▸ YOUR GOAL: Restate exactly the lines of the entries below, beginning with the first and ending with the line that holds "0 #3f3a34) drop-shadow(-2px". Pictures are not copied.

▸ RECORDS FOR THIS EXERCISE:
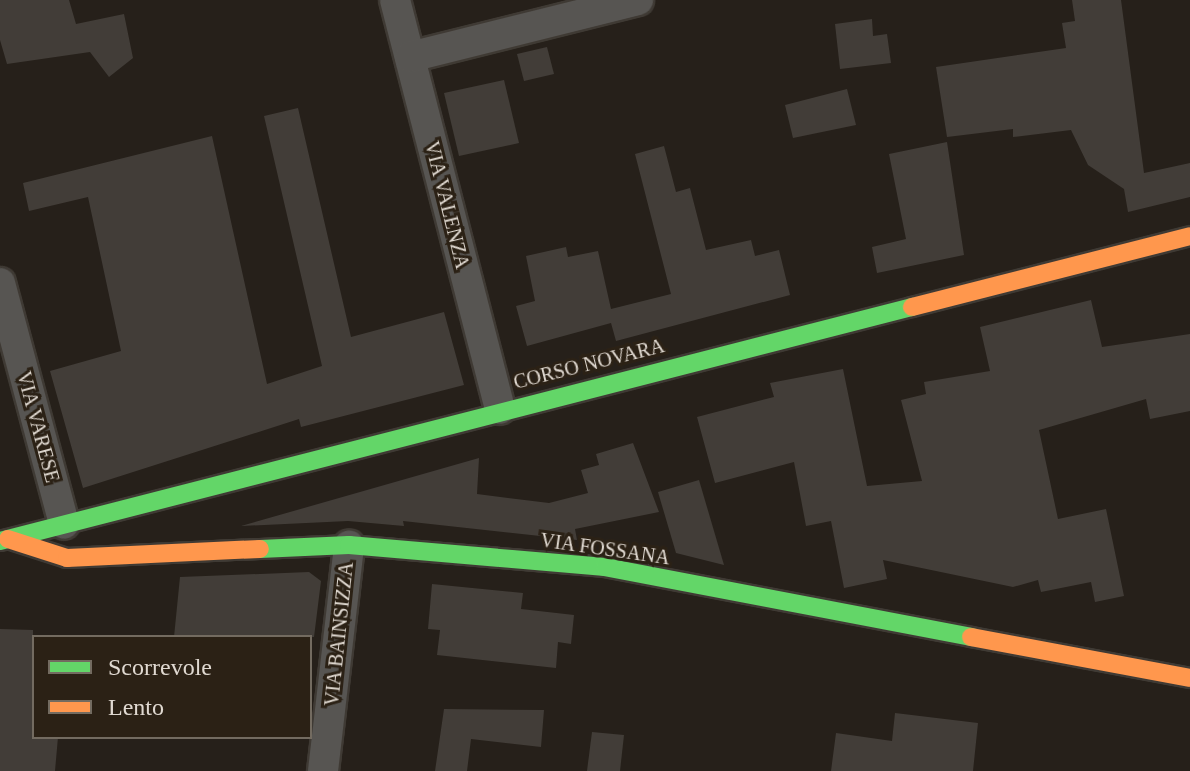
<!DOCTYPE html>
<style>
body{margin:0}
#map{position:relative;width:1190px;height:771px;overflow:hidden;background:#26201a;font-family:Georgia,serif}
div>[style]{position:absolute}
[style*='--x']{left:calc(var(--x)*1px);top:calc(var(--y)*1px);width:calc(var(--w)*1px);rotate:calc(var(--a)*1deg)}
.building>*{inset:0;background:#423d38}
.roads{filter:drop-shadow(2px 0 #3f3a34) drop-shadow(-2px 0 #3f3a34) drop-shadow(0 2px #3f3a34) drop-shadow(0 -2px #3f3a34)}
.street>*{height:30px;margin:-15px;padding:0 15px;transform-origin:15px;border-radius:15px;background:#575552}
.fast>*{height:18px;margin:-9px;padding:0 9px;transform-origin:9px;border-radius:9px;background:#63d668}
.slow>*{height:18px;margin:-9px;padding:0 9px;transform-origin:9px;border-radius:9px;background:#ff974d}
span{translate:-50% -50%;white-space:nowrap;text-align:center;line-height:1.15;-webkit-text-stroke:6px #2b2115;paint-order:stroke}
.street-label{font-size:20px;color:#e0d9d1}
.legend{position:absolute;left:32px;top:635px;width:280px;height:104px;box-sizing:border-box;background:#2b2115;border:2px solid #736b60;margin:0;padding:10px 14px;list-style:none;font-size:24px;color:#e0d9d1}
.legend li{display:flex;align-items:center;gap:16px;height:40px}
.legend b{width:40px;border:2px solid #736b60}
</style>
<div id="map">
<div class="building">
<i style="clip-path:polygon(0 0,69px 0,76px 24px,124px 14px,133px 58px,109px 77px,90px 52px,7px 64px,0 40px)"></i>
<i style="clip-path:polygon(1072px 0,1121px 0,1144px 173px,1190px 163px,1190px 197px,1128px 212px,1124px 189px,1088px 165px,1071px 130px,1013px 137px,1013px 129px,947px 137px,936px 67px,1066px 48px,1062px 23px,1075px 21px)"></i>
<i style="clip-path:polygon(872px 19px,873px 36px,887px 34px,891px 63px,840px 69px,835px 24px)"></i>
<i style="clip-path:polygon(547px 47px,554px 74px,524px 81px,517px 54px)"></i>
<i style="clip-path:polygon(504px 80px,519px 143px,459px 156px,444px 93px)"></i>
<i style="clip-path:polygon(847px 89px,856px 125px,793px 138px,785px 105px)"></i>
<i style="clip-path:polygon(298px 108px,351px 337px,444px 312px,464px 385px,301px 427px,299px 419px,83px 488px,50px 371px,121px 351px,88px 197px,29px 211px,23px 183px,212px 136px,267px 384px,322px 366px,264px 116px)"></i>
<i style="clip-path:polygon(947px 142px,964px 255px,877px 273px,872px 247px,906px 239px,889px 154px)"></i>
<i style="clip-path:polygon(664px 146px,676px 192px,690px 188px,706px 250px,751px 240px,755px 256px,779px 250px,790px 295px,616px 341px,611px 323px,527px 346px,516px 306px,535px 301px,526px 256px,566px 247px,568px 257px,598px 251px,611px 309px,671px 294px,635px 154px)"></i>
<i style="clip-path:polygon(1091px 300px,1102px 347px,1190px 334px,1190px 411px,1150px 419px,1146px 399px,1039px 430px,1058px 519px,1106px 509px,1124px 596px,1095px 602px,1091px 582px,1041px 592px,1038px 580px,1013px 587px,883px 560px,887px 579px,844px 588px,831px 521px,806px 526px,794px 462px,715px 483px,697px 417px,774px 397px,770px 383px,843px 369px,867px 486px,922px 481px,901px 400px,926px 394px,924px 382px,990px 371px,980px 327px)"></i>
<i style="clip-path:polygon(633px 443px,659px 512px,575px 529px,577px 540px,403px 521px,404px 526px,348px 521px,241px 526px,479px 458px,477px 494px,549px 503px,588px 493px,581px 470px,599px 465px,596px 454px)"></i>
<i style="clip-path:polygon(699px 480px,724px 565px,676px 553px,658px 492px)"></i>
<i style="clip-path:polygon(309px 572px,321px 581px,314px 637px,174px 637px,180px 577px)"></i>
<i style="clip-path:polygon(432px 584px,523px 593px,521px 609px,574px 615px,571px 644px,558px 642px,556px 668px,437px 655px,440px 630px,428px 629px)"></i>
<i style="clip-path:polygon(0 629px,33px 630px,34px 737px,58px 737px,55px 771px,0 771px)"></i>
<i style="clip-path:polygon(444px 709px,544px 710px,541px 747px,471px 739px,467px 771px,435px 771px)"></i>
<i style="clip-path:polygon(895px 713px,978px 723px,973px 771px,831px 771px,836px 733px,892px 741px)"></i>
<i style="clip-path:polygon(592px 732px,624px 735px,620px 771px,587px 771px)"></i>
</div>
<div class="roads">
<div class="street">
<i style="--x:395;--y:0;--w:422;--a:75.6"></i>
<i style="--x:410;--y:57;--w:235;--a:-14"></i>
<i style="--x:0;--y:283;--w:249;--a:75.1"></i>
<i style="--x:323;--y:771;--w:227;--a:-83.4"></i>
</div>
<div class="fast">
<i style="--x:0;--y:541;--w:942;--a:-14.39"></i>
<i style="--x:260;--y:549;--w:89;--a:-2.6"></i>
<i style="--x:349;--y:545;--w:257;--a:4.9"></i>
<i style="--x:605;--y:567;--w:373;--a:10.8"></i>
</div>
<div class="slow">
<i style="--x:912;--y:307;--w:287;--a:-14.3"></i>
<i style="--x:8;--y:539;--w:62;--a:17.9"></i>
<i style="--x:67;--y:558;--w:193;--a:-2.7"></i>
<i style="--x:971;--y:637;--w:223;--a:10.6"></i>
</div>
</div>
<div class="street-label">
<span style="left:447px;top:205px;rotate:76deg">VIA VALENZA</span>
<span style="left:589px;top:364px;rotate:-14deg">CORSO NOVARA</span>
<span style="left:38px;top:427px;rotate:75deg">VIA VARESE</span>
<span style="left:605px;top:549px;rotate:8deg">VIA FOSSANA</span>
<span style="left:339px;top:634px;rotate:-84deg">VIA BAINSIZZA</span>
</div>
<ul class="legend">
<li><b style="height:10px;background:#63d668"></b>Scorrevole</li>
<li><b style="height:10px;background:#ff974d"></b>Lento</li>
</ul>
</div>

▸ WRITTEN SOLUTION:
<!DOCTYPE html>
<style>
body{margin:0}
#map{position:relative;width:1190px;height:771px;overflow:hidden;background:#26201a;font-family:Georgia,serif}
div>[style]{position:absolute}
[style*='--x']{left:calc(var(--x)*1px);top:calc(var(--y)*1px);width:calc(var(--w)*1px);rotate:calc(var(--a)*1deg)}
.building>*{inset:0;background:#423d38}
.roads{filter:drop-shadow(2px 0 #3f3a34) drop-shadow(-2px 0 #3f3a34) drop-shadow(0 2px #3f3a34) drop-shadow(0 -2px #3f3a34)}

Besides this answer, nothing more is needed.